Être une étudiante marocaine en France

Pas facile d’être étudiante marocaine dans l’Hexagone. Une étudiante en Doctorat dresse la situation. En fait, son parcours de combattante. Raouya Amrani Boukobza

Il n’est pas facile d’être une étudiante marocaine en France, mais c’est possible. Tout d’abord, il faut le rester. Quand je suis arrivée en France, lestée de ma licence de français de l’Université de Rabat pour m’inscrire en Master 1 de Français, je n’ai rencontré aucune opposition ni aucun racisme primaires. Jamais, un étudiant ou un professeur ne m’a dit : «petite marocaine, rentre chez toi, tu n’as rien à faire ici» .

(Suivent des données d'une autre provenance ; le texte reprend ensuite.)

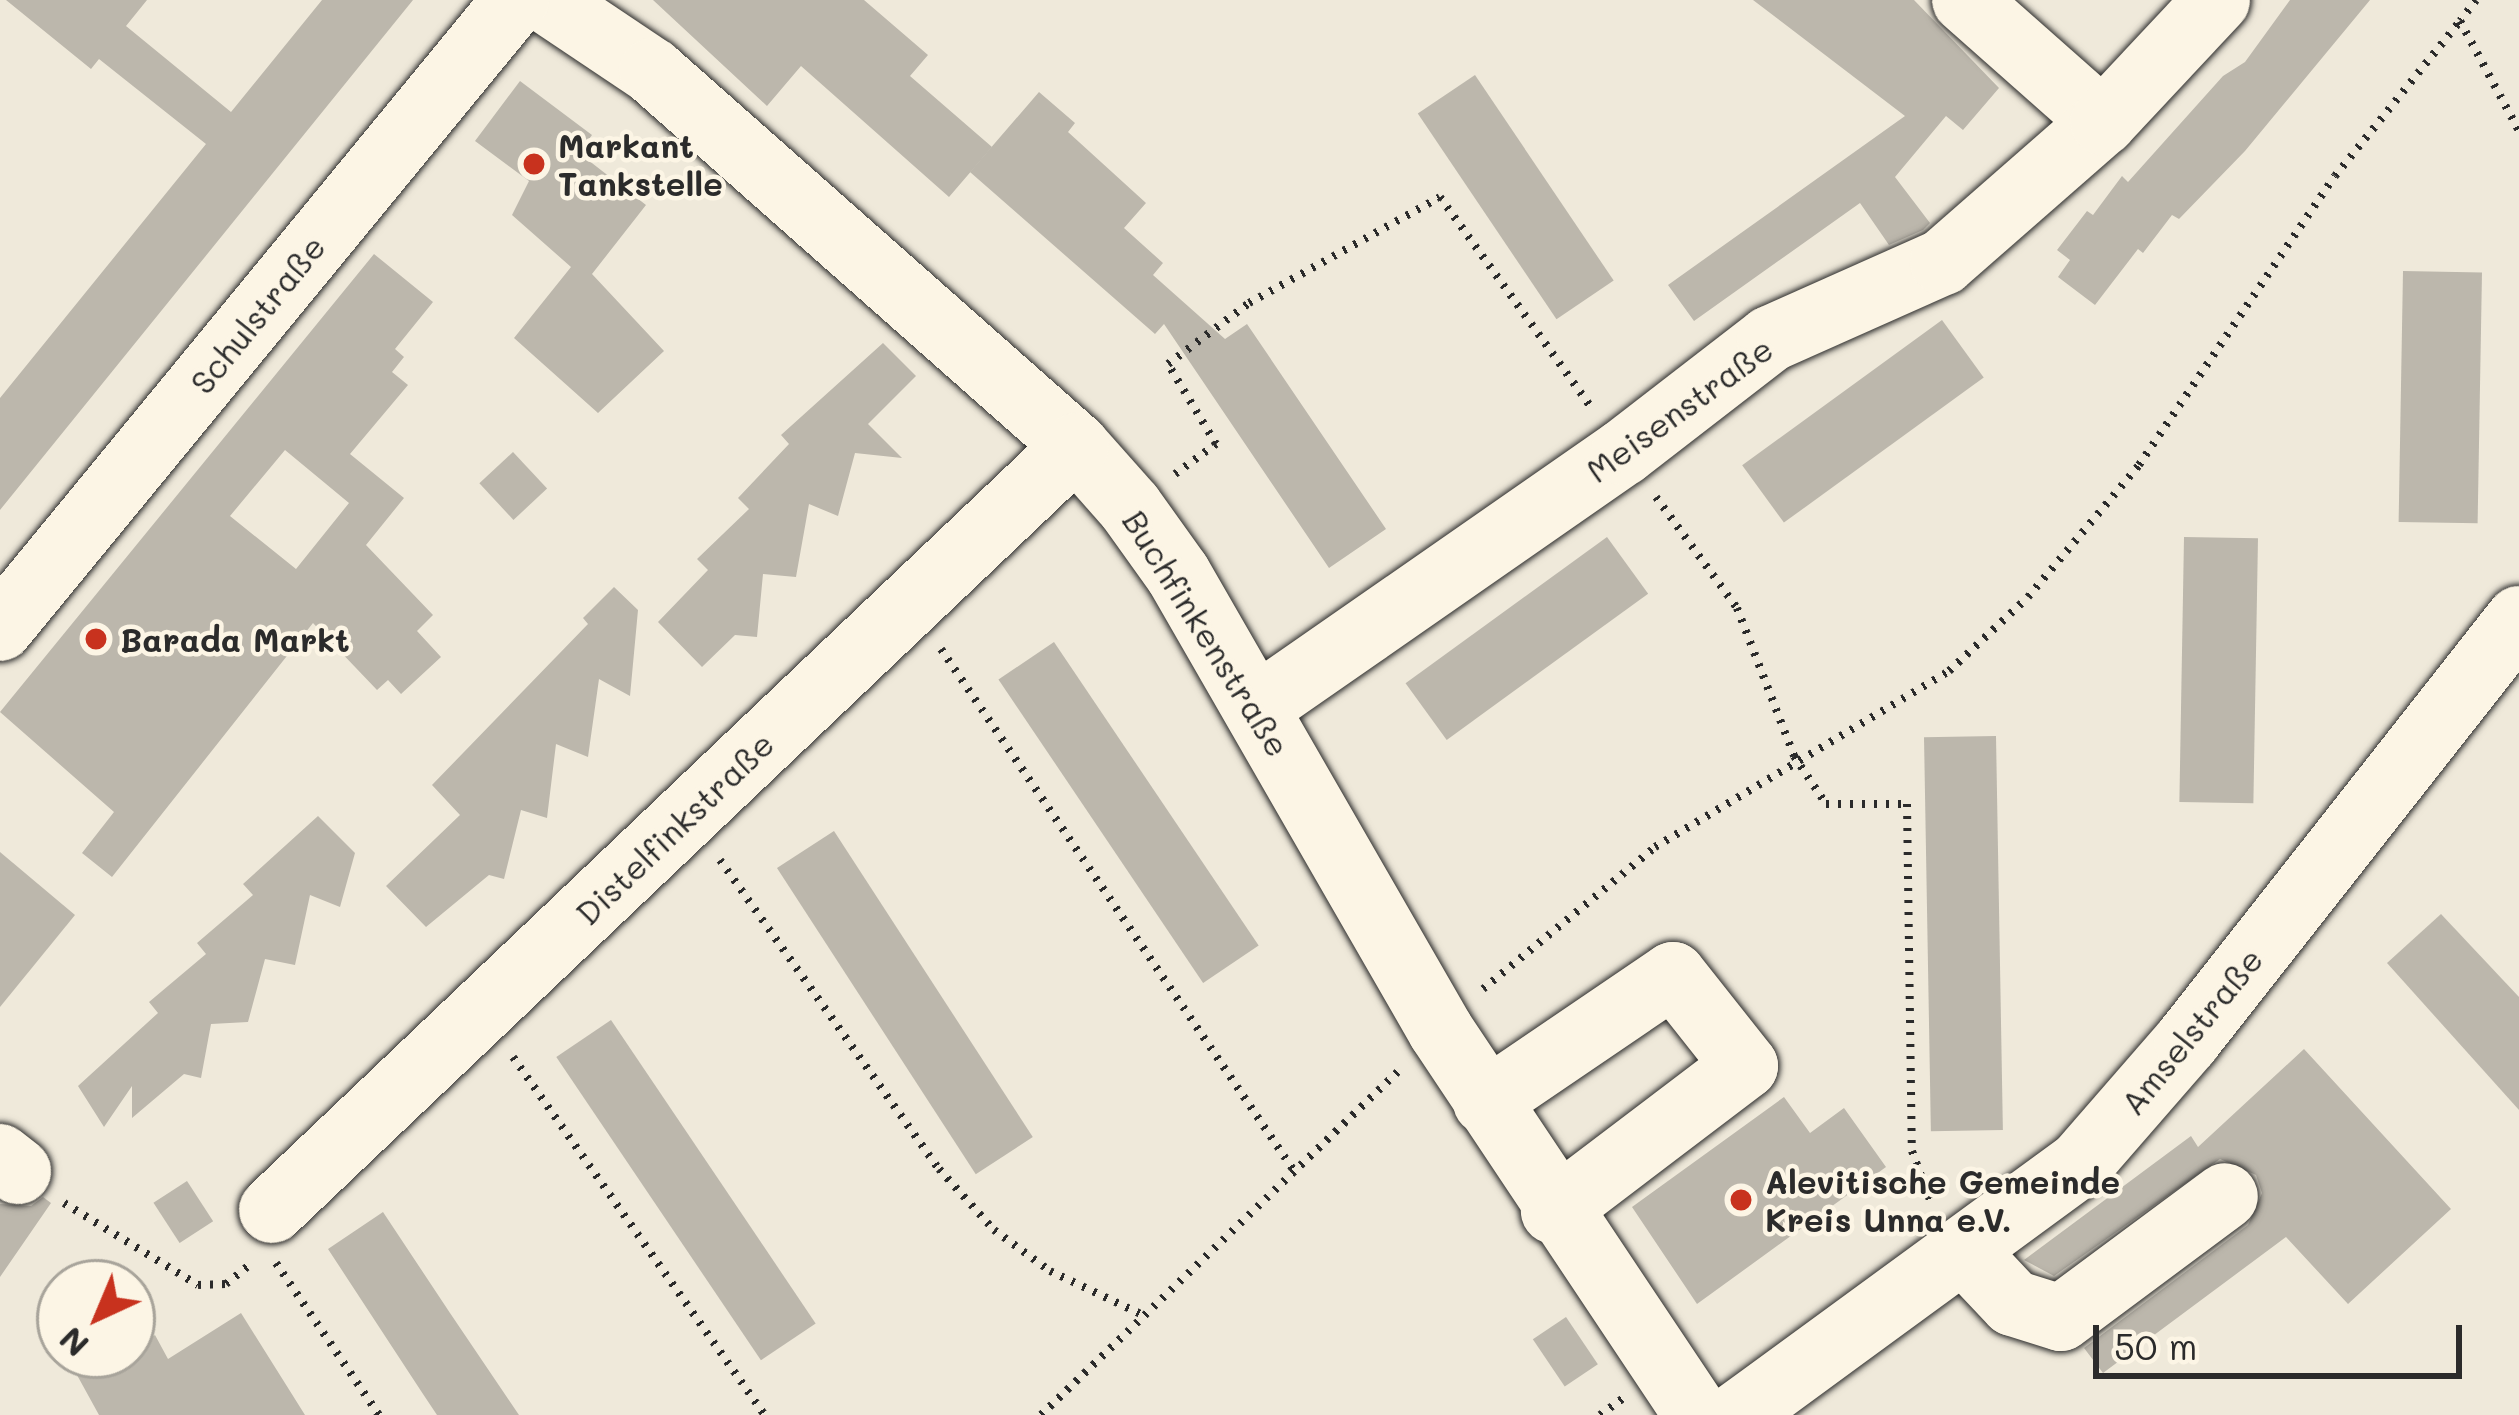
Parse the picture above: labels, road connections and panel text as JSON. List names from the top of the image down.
{
  "streets": {
    "street": [
      "Schulstraße",
      "Meisenstraße",
      "Buchfinkenstraße",
      "Distelfinkstraße",
      "Amselstraße"
    ]
  },
  "crossings": [
    ["Meisenstraße", "Buchfinkenstraße"],
    ["Buchfinkenstraße", "Distelfinkstraße"]
  ],
  "places": ["Markant Tankstelle", "Barada Markt", "Alevitische Gemeinde Kreis Unna e.V."],
  "scale_bar": "50 m",
  "north": "bottom left"
}
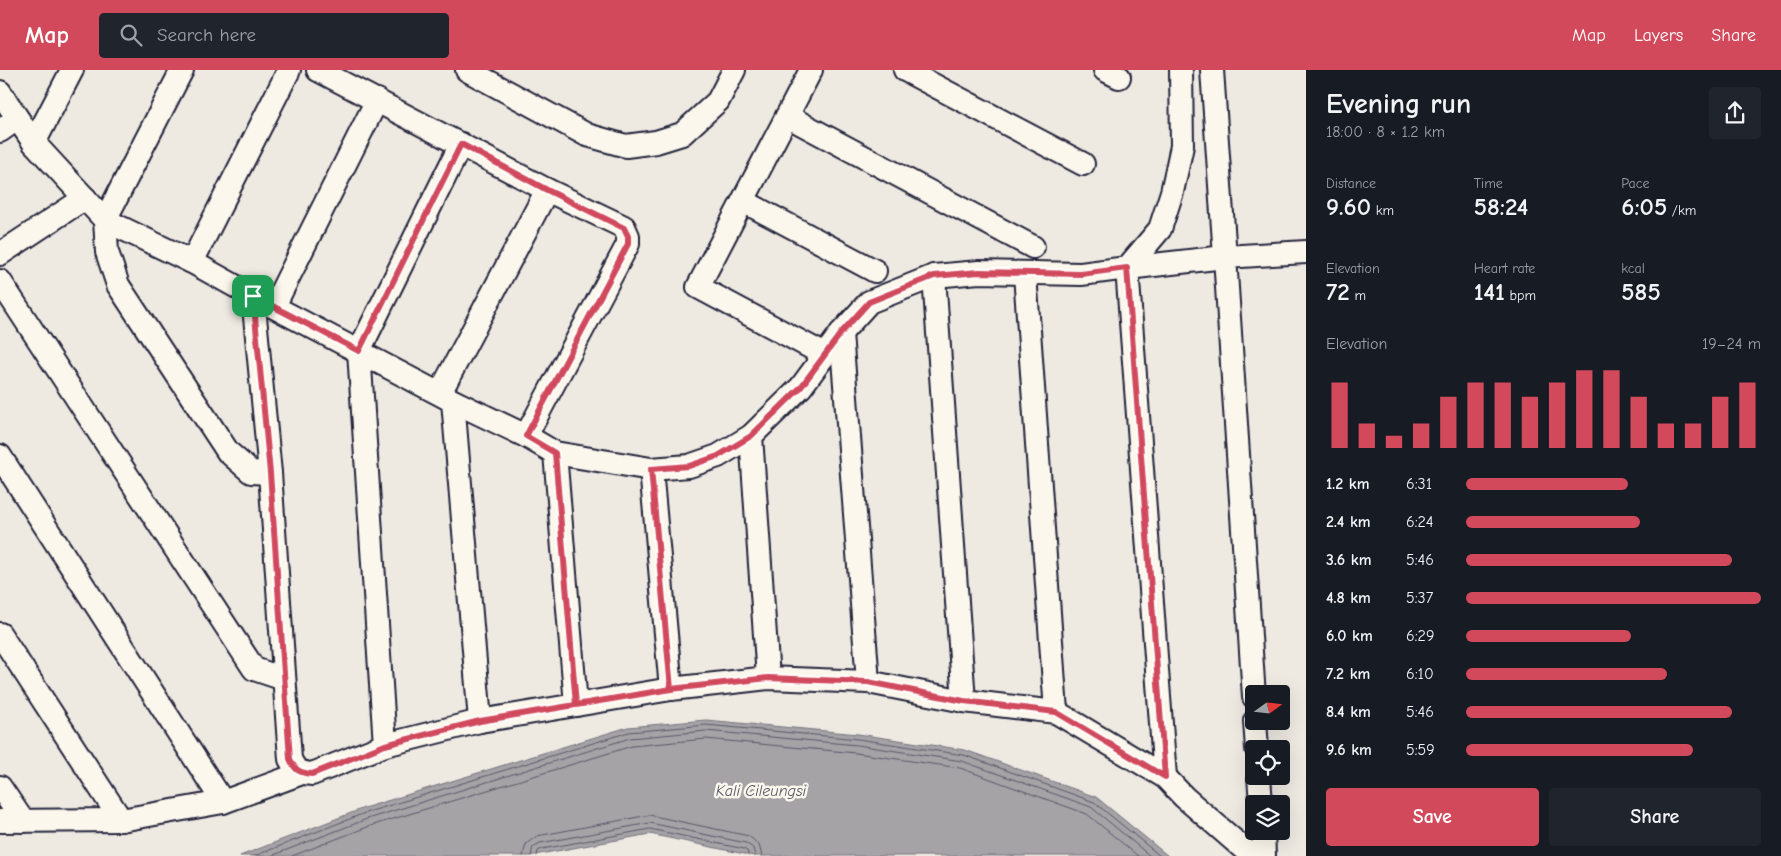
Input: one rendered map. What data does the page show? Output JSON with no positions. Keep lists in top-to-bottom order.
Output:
{
  "water": ["Kali Cileungsi"],
  "north": "right",
  "page": {
    "header": "Map",
    "search": "Search here",
    "nav": ["Map", "Layers", "Share"],
    "heading": ["Evening run", "18:00 · 8 × 1.2 km"],
    "stats": [
      ["Distance", "9.60 km"],
      ["Time", "58:24"],
      ["Pace", "6:05 /km"],
      ["Elevation", "72 m"],
      ["Heart rate", "141 bpm"],
      ["kcal", "585"]
    ],
    "chart": ["Elevation", "19–24 m"],
    "list": [
      {
        "name": "1.2 km",
        "note": "6:31"
      },
      {
        "name": "2.4 km",
        "note": "6:24"
      },
      {
        "name": "3.6 km",
        "note": "5:46"
      },
      {
        "name": "4.8 km",
        "note": "5:37"
      },
      {
        "name": "6.0 km",
        "note": "6:29"
      },
      {
        "name": "7.2 km",
        "note": "6:10"
      },
      {
        "name": "8.4 km",
        "note": "5:46"
      },
      {
        "name": "9.6 km",
        "note": "5:59"
      }
    ],
    "buttons": ["Save", "Share"]
  }
}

Cependant, personne ne m’est venu en aide au niveau des inscriptions administratives et des démarches légales, ni étudiant ni professeur. Le plus difficile a été de trouver un sujet de mémoire. C’est un professeur d’Espagnol et non de Français qui m’a signalé un roman récemment paru avec en toile de fond la guerre d’Espagne. Tant que je n’avais pas de sujet de mémoire, les professeurs de Français que j’avais rencontrés m’avaient renvoyée de l’un à l’autre et de l’autre à l’un, un peu comme une balle de ping- pong, sans m’aider à trouver un sujet et sans me donner quelques conseils pour m’adapter aux habitudes de l’Université française.

Munie de mon sujet, au bout de trois mois, j’ai pu enfin trouver un professeur pour accepter mon projet de mémoire. Dans les séminaires que je suivais, les professeurs n’étaient pas hostiles. Ils m’ont laissé ma chance. L’un d’entre eux m’a proposé de faire un exposé sur Les Grands Cimetières sous la Lune de Bernanos. Mon exposé s’est très bien passé : j’ai eu 16. J’ai senti alors que les étudiants français de souche me regardaient un peu comme le vilain petit canard des Contes d’Andersen. J’étais dans la couvée, mais j’avais pris une place qui n’était pas la mienne. Je venais leur prendre leur langue française, leur excellence dans le commentaire de la littérature française. Et ce, d’autant plus que j’avais eu la meilleure note d’exposé. Tout le monde n’est pas Tahar Ben Jelloun, écrivain marocain reconnu et apprécié par les élites intellectuelles françaises. J’ai eu mon mémoire de Master 1 avec 17.

La seconde année de Master de Français m’a valu de nouveaux déboires. Avec 17, on ne pouvait pas me refuser en Master 2. Mais le professeur qui a accepté mon sujet ne m’a pas ménagée. Il a eu, un jour, une remarque un peu étrange. A propos d’un délai d’une semaine que je lui demandais pour lui remettre la deuxième partie de mon travail, il a eu ce mot pour refuser : «On n’est pas au Maroc, ici ». Encore le fameux ici. Il y a là-bas, le Maroc, les pays du Maghreb, pays en développement dont assurément le niveau intellectuel global est plus faible que celui de la France, ici, duquel tout arrangement ou laxisme doit être banni. Mon professeur de première année n’était pas du même avis, puisqu’un jour, à voix basse et sur le ton d’une confidence qui ne serait pas bonne à répéter, il m’avait confié : «J’aimerais n’avoir que des étudiants français qui soient de votre niveau» .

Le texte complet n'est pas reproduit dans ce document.